Moxie Pest Control v. Nielsen — Tenth Circuit Broadens CFAA “Loss” Beyond Technological Harm

Background

Moxie Pest Control is a door-to-door pest-control company that stores its sales performance data — including employee leaderboards and commission figures — in a password-protected system. According to Moxie, employees at rival company Aptive Environmental bribed Moxie representatives to hand over login credentials, then used the extracted data to identify and poach Moxie’s top sales staff.
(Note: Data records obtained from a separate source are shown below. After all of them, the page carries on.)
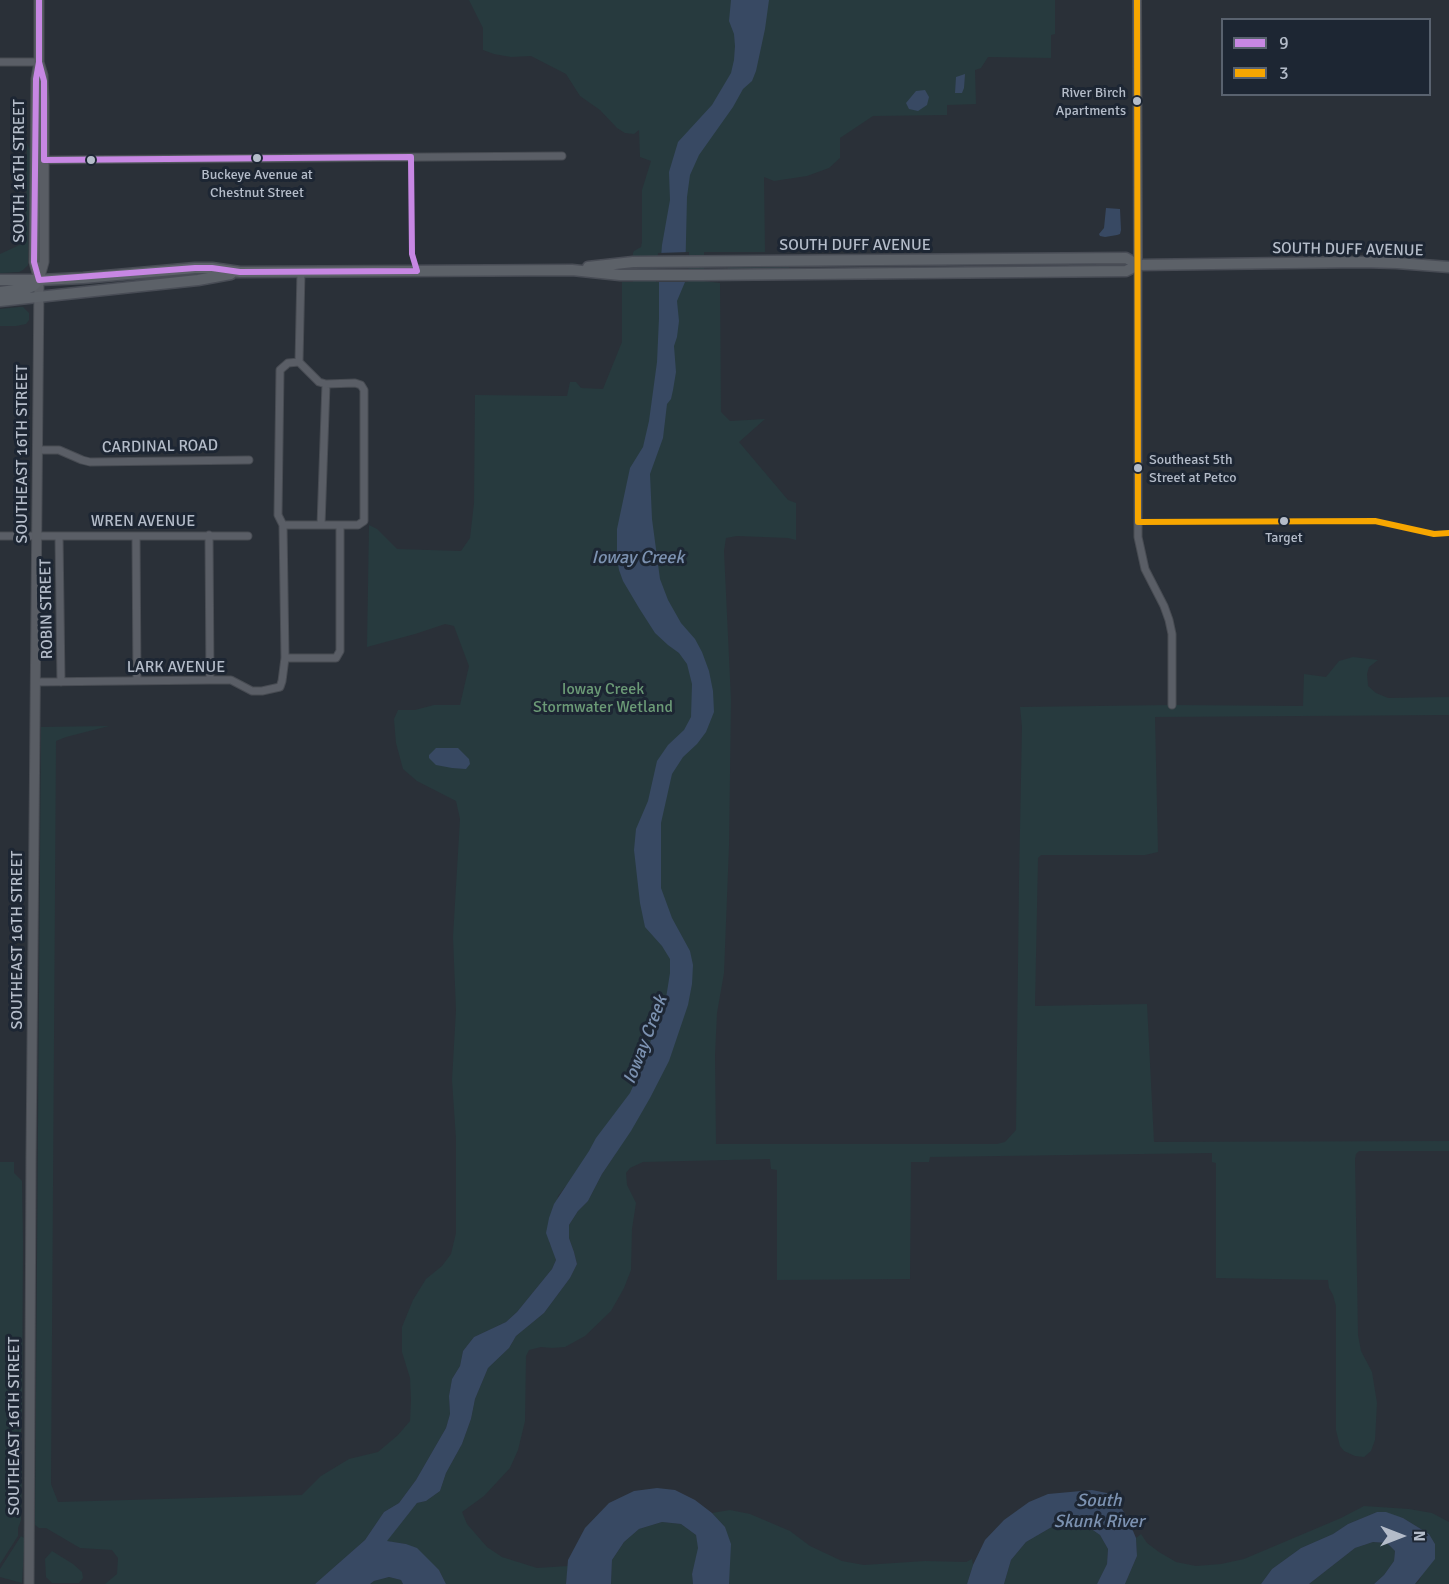 <!DOCTYPE html>
<style>
body{margin:0}
#map{position:relative;width:1449px;height:1584px;overflow:hidden;background:#2a3038;font-family:Signika,sans-serif}
canvas{display:block}
.legend{position:absolute;left:1221px;top:18px;width:210px;height:78px;box-sizing:border-box;background:#1d2633;border:2px solid #59626f;margin:0;padding:8px 10px;list-style:none;font-size:18px;color:#b4bcc9}
.legend li{display:flex;align-items:center;gap:12px;height:30px}
.legend b{width:30px;border:2px solid #59626f}
.north{position:absolute;left:1371px;top:1506px;width:60px;height:60px;-webkit-text-stroke:4px #1d2633;paint-order:stroke;rotate:90deg;font-size:16px;font-weight:700;line-height:24px;text-align:center;color:#b4bcc9}
.north::after{content:'';display:block;margin:auto;width:21px;height:27px;background:#b4bcc9;clip-path:polygon(50% 0,100% 100%,50% 72%,0 100%)}
</style>
<div id="map">
<canvas width="1449" height="1584"></canvas>
<ul class="legend">
<li><b style="height:8px;background:#c787e3"></b>9</li>
<li><b style="height:8px;background:#f7a600"></b>3</li>
</ul>
<div class="north">N</div>
</div>
<script>
const ctx = document.querySelector('canvas').getContext('2d');
ctx.lineJoin = 'round';
function fillPath(path, color) { ctx.fillStyle = color; ctx.fill(path, 'evenodd'); }
const toPath = rows => new Path2D(rows.map(r => 'M' + r).join(''));
function strokePath(path, color, width, dash) { ctx.strokeStyle = color; ctx.lineWidth = width; ctx.lineCap = dash ? 'butt' : 'round'; ctx.setLineDash(dash || []); ctx.stroke(path); }
function write(font, color, halo, rows, align = 'center') {
  ctx.font = font + ' Signika,sans-serif'; ctx.lineWidth = 6; ctx.setLineDash([]); ctx.textBaseline = 'middle'; ctx.strokeStyle = halo; ctx.fillStyle = color; for (const [text, x, y, turn = 0] of rows) {
    ctx.save(); ctx.translate(x, y); ctx.rotate((+turn || 0) * Math.PI / 180); ctx.textAlign = isNaN(turn) ? turn : align; if (halo) ctx.strokeText(text, 0, 0); ctx.fillText(text, 0, 0); ctx.restore();
  }
}
fillPath(toPath([
 [469,0,1055,0,1055,34,1051,35,1051,58,988,57,981,68,975,70,976,104,947,105,947,115,873,116,840,138,840,158,829,168,807,176,774,181,764,177,765,252,704,252,704,281,720,283,721,412,730,421,765,419,739,442,788,500,796,503,796,540,788,538,737,536,726,538,724,551,731,700,729,846,724,973,717,1013,715,1055,716,1144,997,1144,1005,1142,1016,1130,1019,880,1022,727,1020,707,1172,705,1303,706,1304,674,1326,677,1339,661,1353,657,1378,660,1369,667,1367,674,1368,686,1376,693,1388,698,1449,697,1449,715,1155,717,1158,852,1145,855,1041,855,1038,858,1035,1006,1147,1004,1154,1142,1449,1141,1449,1151,1359,1151,1356,1154,1355,1159,1358,1335,1361,1351,1372,1372,1377,1403,1375,1440,1371,1451,1364,1457,1355,1456,1344,1451,1340,1446,1336,1430,1336,1306,1333,1295,1329,1288,1328,1280,1216,1278,1216,1163,1212,1162,1212,1153,930,1157,929,1162,911,1162,910,1279,777,1280,777,1170,771,1169,770,1159,643,1162,630,1168,626,1173,627,1185,636,1203,632,1229,631,1270,624,1288,611,1311,585,1336,565,1347,552,1348,541,1347,529,1350,526,1356,525,1421,518,1450,510,1468,484,1496,462,1512,467,1524,487,1547,502,1557,537,1568,568,1566,566,1584,446,1584,439,1570,406,1544,386,1541,417,1503,426,1501,440,1491,446,1473,462,1444,471,1419,475,1399,488,1368,509,1348,516,1336,544,1313,570,1278,577,1264,574,1252,569,1238,569,1225,578,1211,588,1201,602,1174,616,1153,565,1187,558,1196,549,1242,554,1252,556,1260,552,1269,517,1312,506,1322,474,1337,463,1351,460,1366,452,1379,449,1396,450,1414,446,1428,416,1480,399,1503,384,1512,365,1540,315,1584,105,1584,117,1574,118,1558,112,1550,80,1548,46,1528,39,1528,35,1525,41,727,109,726,66,737,56,741,51,1484,58,1502,302,1495,321,1476,349,1459,378,1452,398,1435,410,1421,411,1400,410,1378,402,1352,402,1327,413,1300,426,1279,442,1266,451,1254,456,1233,456,1139,452,1080,456,1010,453,937,460,819,456,801,417,781,403,769,396,743,394,719,398,710,415,710,434,705,460,705,469,666,454,626,445,624,415,634,367,647,369,525,377,529,397,549,461,551,470,538,474,503,475,395,567,396,570,382,576,382,581,388,603,389,622,342,622,282,633,282,633,253,634,251,641,247,642,242,642,190,651,161,640,157,639,130,634,134,625,133,617,128,600,110,580,96,566,74,531,56,511,57,494,54,483,50,483,28],
 [27,143,30,150,28,265,23,270,19,272,0,273,0,254,26,242],
 [789,265,789,270,728,271,728,266],
 [19,307,23,307,29,313,29,320,26,324,16,326,0,326,0,309],
 [0,1162,14,1162,14,1173,22,1181,23,1241,22,1426,19,1441,19,1451,22,1462,21,1520,18,1528,18,1536,0,1564],
 [1364,1506,1409,1509,1432,1513,1449,1522,1449,1584,1415,1584,1419,1581,1435,1544,1429,1534,1403,1518,1377,1512,1348,1524,1333,1534,1301,1548,1272,1569,1261,1584,1125,1584,1137,1556,1136,1538,1141,1534,1147,1543,1159,1552,1176,1562,1196,1566,1221,1564,1244,1559,1341,1518],
 [730,1510,750,1514,790,1531,810,1546,842,1561,864,1565,925,1561,966,1562,972,1559,973,1565,967,1584,729,1584,729,1566,725,1527,712,1513],
 [662,1522,681,1524,696,1535,699,1548,692,1574,693,1584,611,1584,612,1560,624,1542,639,1529],
 [1072,1523,1087,1526,1100,1535,1108,1549,1107,1564,1097,1584,1004,1584,1011,1560,1026,1542,1057,1524],
 [21,1536,24,1538,24,1550,22,1583,0,1577,0,1569],
 [1373,1542,1387,1543,1395,1551,1394,1561,1384,1575,1374,1584,1309,1584,1355,1548],
 [52,1551,73,1564,82,1572,83,1578,79,1583,52,1583,46,1577,45,1559],
 [389,1577,401,1580,403,1584,370,1584,374,1581]
]), '#273a3e');
fillPath(toPath([
 [731,0,769,0,765,29,756,71,752,81,743,89,733,107,699,155,690,175,687,197,685,282,677,301,679,321,677,337,674,346,676,372,673,390,671,399,667,404,663,438,650,474,652,519,660,579,668,600,681,623,695,639,702,652,709,671,713,691,714,712,706,732,697,744,683,757,672,774,661,823,661,888,672,918,690,951,693,965,692,984,688,1005,669,1061,650,1098,631,1131,602,1174,588,1201,578,1211,569,1225,569,1238,574,1252,577,1264,570,1278,544,1313,516,1336,509,1348,488,1368,475,1399,471,1419,462,1444,446,1473,440,1491,426,1501,417,1503,387,1541,406,1544,417,1548,439,1570,446,1584,403,1584,401,1580,389,1577,374,1581,370,1584,315,1584,365,1540,384,1512,399,1503,416,1480,446,1428,450,1414,449,1396,452,1379,460,1366,463,1351,474,1337,506,1322,517,1312,552,1269,556,1260,546,1233,549,1218,554,1204,589,1151,596,1138,630,1093,645,1060,656,1023,666,998,670,973,670,959,662,946,645,927,640,903,634,850,636,829,648,801,657,761,668,745,684,730,691,717,692,684,687,664,679,653,668,645,655,633,639,608,623,581,619,570,617,558,617,529,630,468,643,447,649,421,657,362,659,318,659,282,662,245,670,200,669,172,678,142,712,105,731,73,734,60,735,46,734,34,729,21],
 [965,74,964,88,962,93,955,93,956,77],
 [925,90,929,97,927,105,918,111,909,109,906,103,916,91],
 [1106,208,1120,209,1121,230,1120,234,1117,235,1105,237,1100,236,1099,234,1104,228],
 [436,748,458,748,469,759,470,764,466,769,452,768,436,765,429,758,429,755],
 [657,1488,675,1490,695,1500,712,1513,725,1527,731,1544,729,1584,693,1584,692,1574,698,1548,696,1535,681,1524,662,1522,639,1529,624,1542,612,1560,611,1584,566,1584,568,1560,585,1528,609,1503,634,1491],
 [1092,1490,1107,1493,1119,1504,1128,1519,1136,1538,1137,1556,1125,1584,1097,1584,1107,1564,1108,1549,1100,1535,1087,1526,1072,1523,1057,1524,1026,1542,1011,1560,1004,1584,967,1584,973,1565,985,1540,1004,1520,1029,1502,1048,1494],
 [1377,1512,1386,1512,1403,1518,1429,1534,1435,1544,1435,1559,1415,1584,1374,1584,1384,1575,1394,1561,1395,1551,1387,1543,1373,1542,1355,1548,1309,1584,1261,1584,1272,1569,1301,1548,1333,1534,1348,1524]
]), '#384963');
fillPath(toPath([
 [689,252,688,282,656,282,658,253]
]), '#2a3038');
const minor = toPath([
 [0,62,39,62],
 [44,160,562,156],
 [1138,265,1138,537,1145,569,1164,606,1169,620,1172,634,1172,705],
 [299,362,301,271],
 [38,450,59,450,82,460,90,462,249,460],
 [321,525,326,384],
 [209,535,210,680],
 [0,536,248,536],
 [59,536,61,682],
 [136,536,137,681],
 [285,658,336,658,340,651,340,525],
 [36,682,210,680,231,680,252,691,262,691,280,687,282,681,285,658,283,525,278,515,280,370,288,363,299,362,319,382,326,384,355,383,361,385,364,390,364,521,358,525,283,525]
]);
const tertiary = toPath([
 [1137,0,1138,265]
]);
const secondary = toPath([
 [39,280,34,262,36,79,39,62,39,0],
 [29,1584,31,1157,39,280,44,262,44,101,43,75,39,62]
]);
const primary = toPath([
 [588,267,633,262,1126,258,1138,265],
 [0,280,39,280,83,278,195,268,212,268,240,272,572,270,620,275,704,275,1126,271,1138,265,1362,262,1397,263,1449,267],
 [0,292,28,288,33,286,39,280],
 [0,301,198,280,231,274]
]);
strokePath(minor, '#484c53', 9);
strokePath(tertiary, '#484c53', 10);
strokePath(secondary, '#484c53', 11);
strokePath(primary, '#484c55', 13);
strokePath(minor, '#5a5e66', 7);
strokePath(tertiary, '#5a5e66', 8);
strokePath(secondary, '#595d64', 9);
strokePath(primary, '#5c6168', 10);
strokePath(toPath([
 [39,0,39,62],
 [39,62,44,81,44,160,411,157,412,254,417,271,240,272,212,268,195,268,39,280,34,262,36,79,39,62]
]), '#c787e3', 6);
strokePath(toPath([
 [1137,0,1138,522,1375,521,1434,534,1449,533]
]), '#f7a600', 6);
for (const [x, y, r, color] of [
 [1137,101,5,"#b4bcc9"],
 [257,158,5,"#b4bcc9"],
 [91,160,5,"#b4bcc9"],
 [1138,468,5,"#b4bcc9"],
 [1284,521,5,"#b4bcc9"]
]) { const dot = new Path2D(); dot.arc(x, y, r, 0, 2 * Math.PI); ctx.fillStyle = color; ctx.fill(dot); strokePath(dot, '#1d2633', 2); }
write('14px', '#b4bcc9', '#1d2633', [
 ["River Birch",1126,93,"right"],
 ["Apartments",1126,111,"right"],
 ["Buckeye Avenue at",257,175],
 ["Chestnut Street",257,193],
 ["Southeast 5th",1149,460,"left"],
 ["Street at Petco",1149,478,"left"],
 ["Target",1284,538]
]);
write('16px', '#b4bcc9', '#1d2633', [
 ["SOUTH 16TH STREET",20,171,-90],
 ["SOUTH DUFF AVENUE",855,246],
 ["SOUTH DUFF AVENUE",1348,250,1],
 ["CARDINAL ROAD",160,447,-1],
 ["SOUTHEAST 16TH STREET",23,454,-90],
 ["WREN AVENUE",143,522],
 ["ROBIN STREET",47,609,-91],
 ["LARK AVENUE",176,668],
 ["SOUTHEAST 16TH STREET",18,940,-90],
 ["SOUTHEAST 16TH STREET",15,1426,-90]
]);
write('16px', '#6b9a76', '#1d2633', [
 ["Ioway Creek",603,690],
 ["Stormwater Wetland",603,708]
]);
write('italic 18px', '#7c92b1', '#1d2633', [
 ["Ioway Creek",638,558],
 ["Ioway Creek",646,1040,-69],
 ["South",1099,1501],
 ["Skunk River",1099,1522]
]);
</script>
When Moxie discovered the breach, it launched an internal investigation that cost more than $5,000. It then sued under the Computer Fraud and Abuse Act (CFAA), which requires plaintiffs to show they suffered “loss” of at least that threshold amount. The district court dismissed the claim, finding that Moxie’s investigative costs did not qualify as “loss” because there was no underlying damage to computers or data — just confidential business information that was read and copied.

The Court’s Holding

The Tenth Circuit reversed. The CFAA defines “loss” to include “any reasonable cost to any victim, including the cost of responding to an offense, conducting a damage assessment, and restoring the data, program, system, or information to its condition prior to the offense.” The court read that definition according to its plain text: the phrase “any reasonable cost” is broad, and the items that follow (“conducting a damage assessment,” etc.) are illustrative examples, not an exhaustive list tied to technological harm.
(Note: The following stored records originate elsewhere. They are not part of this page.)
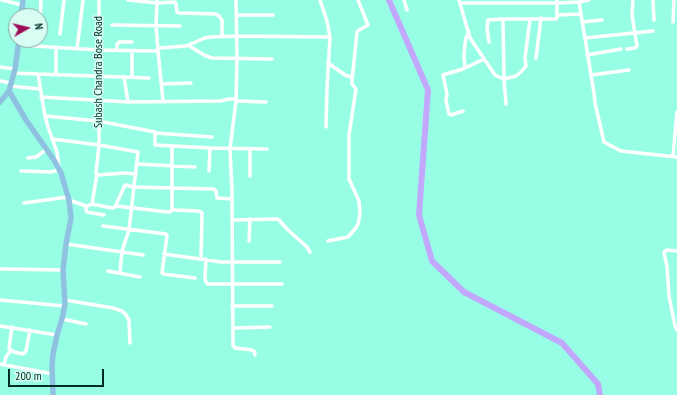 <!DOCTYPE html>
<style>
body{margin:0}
#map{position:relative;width:677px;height:395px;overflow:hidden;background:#98fde5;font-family:"PT Sans Narrow",sans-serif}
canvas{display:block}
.north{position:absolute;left:8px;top:8px;width:40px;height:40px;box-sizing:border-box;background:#d8fdf3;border:1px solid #82aaa1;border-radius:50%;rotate:82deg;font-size:11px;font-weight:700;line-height:16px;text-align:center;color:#002d25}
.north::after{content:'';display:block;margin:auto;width:14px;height:18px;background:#9d0c59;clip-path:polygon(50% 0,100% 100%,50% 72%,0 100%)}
.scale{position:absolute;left:8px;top:369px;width:96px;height:18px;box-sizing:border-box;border:2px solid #002d25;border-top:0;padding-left:5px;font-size:12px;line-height:14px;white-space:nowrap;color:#002d25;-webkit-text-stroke:3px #d8fdf3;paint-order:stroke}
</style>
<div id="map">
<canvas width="677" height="395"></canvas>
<div class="north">N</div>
<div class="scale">200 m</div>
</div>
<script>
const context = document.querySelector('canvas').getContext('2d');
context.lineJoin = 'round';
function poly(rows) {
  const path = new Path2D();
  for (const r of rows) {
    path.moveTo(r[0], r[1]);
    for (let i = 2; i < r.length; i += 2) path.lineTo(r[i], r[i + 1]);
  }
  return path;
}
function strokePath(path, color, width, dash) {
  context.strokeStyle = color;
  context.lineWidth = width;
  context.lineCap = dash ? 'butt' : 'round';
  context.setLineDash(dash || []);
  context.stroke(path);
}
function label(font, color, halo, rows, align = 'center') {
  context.font = font + ' "PT Sans Narrow",sans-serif';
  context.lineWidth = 3;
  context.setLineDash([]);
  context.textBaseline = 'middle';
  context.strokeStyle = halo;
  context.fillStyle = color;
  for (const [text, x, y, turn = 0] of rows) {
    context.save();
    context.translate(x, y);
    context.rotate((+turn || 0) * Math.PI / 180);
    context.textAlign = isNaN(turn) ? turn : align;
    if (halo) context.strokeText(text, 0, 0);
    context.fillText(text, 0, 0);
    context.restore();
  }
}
const river = poly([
 [389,0,428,90,419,215,432,261,464,292,562,343,598,384,600,395]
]);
const street = poly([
 [2,0,22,5],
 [99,0,99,145,96,173,98,175,125,173,136,174],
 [128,0,157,3,175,2,176,4,177,12,179,13,216,14,219,16,222,20,222,36],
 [236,0,237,58,236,101,230,149,232,191,233,345,235,348,252,350,254,351,255,355],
 [320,0,327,21,330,37,327,88,326,127],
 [404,0,407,10],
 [459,0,470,38,495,75,499,77,504,79,516,76,521,72,526,66,525,58,530,19],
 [557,0,557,3,579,2,594,93,595,103,604,142,621,151,677,157],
 [653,0,654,20],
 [579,2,589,0],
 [460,3,557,3,557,18,556,19,503,19,488,20,487,28,489,42],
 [236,15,273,15],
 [557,15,581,14],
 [40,19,41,0],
 [503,19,504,79,506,104],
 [582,22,602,20],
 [673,22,674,0],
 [112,25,180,26],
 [60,34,64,0],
 [585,38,653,31],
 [18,45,99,50,158,51,156,25,157,0],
 [188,45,204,55,212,58,272,59],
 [158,48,186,46,205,38,210,37,237,36,330,37],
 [77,49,83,0],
 [627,49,635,48,637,46,632,15,633,0],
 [117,50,117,44,119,42,132,42],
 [132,51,132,77],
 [158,51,163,101],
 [587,55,621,49],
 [536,58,541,18],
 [328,63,345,75,352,77],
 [0,67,15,69],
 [465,68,464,57,465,44,466,38,469,32],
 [14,73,38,74],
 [56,75,56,47],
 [591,75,629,70],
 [124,77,128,102,220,101,229,99,236,99],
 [0,81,11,83],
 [161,84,191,83],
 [10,86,40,89],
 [41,97,128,102],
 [236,101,266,102],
 [463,111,451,115,449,114,446,101,447,94,443,75,463,69,484,59],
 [45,116,98,121,155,132,155,145,210,148,267,149],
 [155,133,212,137],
 [52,139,99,145,138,152,130,221,129,230,122,251,120,273],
 [172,146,172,209,175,210,199,211,202,213,202,215,201,259],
 [673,156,677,112],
 [28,158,36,157,47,149],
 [137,164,195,167],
 [59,167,57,152,48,127,45,116,38,74,149,78],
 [21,171,51,172,59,170],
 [209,171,210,148],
 [250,176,250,150],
 [69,200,86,206,90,205,92,204,97,174],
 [24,203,68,197],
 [92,204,112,208,115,207,125,185,134,187,172,188,214,189,216,191,217,198,232,199],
 [86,206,86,210,87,212,104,215],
 [116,206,168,212,170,212,172,210],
 [232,220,277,219,279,220,287,229,307,247,310,252],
 [103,226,166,234,167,236,162,273,163,274,195,278],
 [249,241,250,219],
 [328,241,348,237,355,229,358,224,360,214,359,201,349,179,349,135,356,89,352,84,352,81,357,32,359,30,368,25,358,0],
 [66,244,143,255],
 [677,251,667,250,665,251,664,253,667,266,669,296,675,326,677,330],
 [164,254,221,262,280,262],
 [206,259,205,278,206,282,208,284,282,284],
 [0,269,63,270],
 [108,271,140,277],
 [0,300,64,306],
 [65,300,113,308,122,311,126,315,129,320,130,343],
 [232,306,272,306],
 [62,319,86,324],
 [0,326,57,335],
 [12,327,9,348,11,350,14,352,23,354,26,351,30,330],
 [233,328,270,327],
 [0,364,53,374],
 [4,365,6,357,11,350]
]);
const primary = poly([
 [21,16,23,0],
 [9,91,26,120,54,160,61,173,69,200,71,218,66,244,63,270,65,304,62,319,57,335,53,354,52,366,53,395],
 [0,102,9,91,15,69,19,40]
]);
const streetNames = [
 ["Subash Chandra Bose Road",99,72,-90]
];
strokePath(river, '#c1a8fd', 6);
strokePath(street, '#fff', 3.5);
strokePath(primary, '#8ec2e0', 5.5);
label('12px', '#002d25', '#d8fdf3', streetNames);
</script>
Because Moxie spent money investigating who accessed its systems and how, those costs were a “reasonable cost” of responding to the unauthorized-access offense — full stop. The court declined to graft a “technological harm nexus” requirement onto the statute, noting that no such requirement appears in the text.

Key Takeaways

• In the Tenth Circuit, a plaintiff can now satisfy the CFAA’s $5,000 loss threshold through investigative costs alone, even if no data was corrupted, deleted, or technically damaged.
• The ruling opens the door to CFAA claims in credential-theft and employee-data-theft cases that previously looked more like state-law trade secret or unfair competition claims.
• Routine investigation expenses — IT forensics, outside counsel review, HR interviews — can all count toward the threshold, making $5,000 easy to reach in almost any serious incident.
• The decision creates a circuit split risk: courts in other circuits have required some nexus to technological harm, so venue may matter more in these cases going forward.

Why It Matters

The CFAA was originally enacted to combat hacking, but over time it has expanded through litigation into a general-purpose tool against computer-related misconduct. This ruling pushes further in that direction: by severing “loss” from any requirement of damage to the computer system itself, the Tenth Circuit makes the CFAA available any time an employee or competitor uses stolen credentials to read confidential data — even if the data remains intact and the system was never harmed.

For businesses, that’s a double-edged development. Companies that suffer credential theft now have a federal cause of action without needing to prove their servers were damaged. But the same logic could, as critics note, be used to bring CFAA claims against security researchers, API scrapers, or employees who exceed their authorized access in ways that cause nothing more than investigative inconvenience. Practitioners in the Tenth Circuit should recalibrate their intake analysis for data-misappropriation cases accordingly.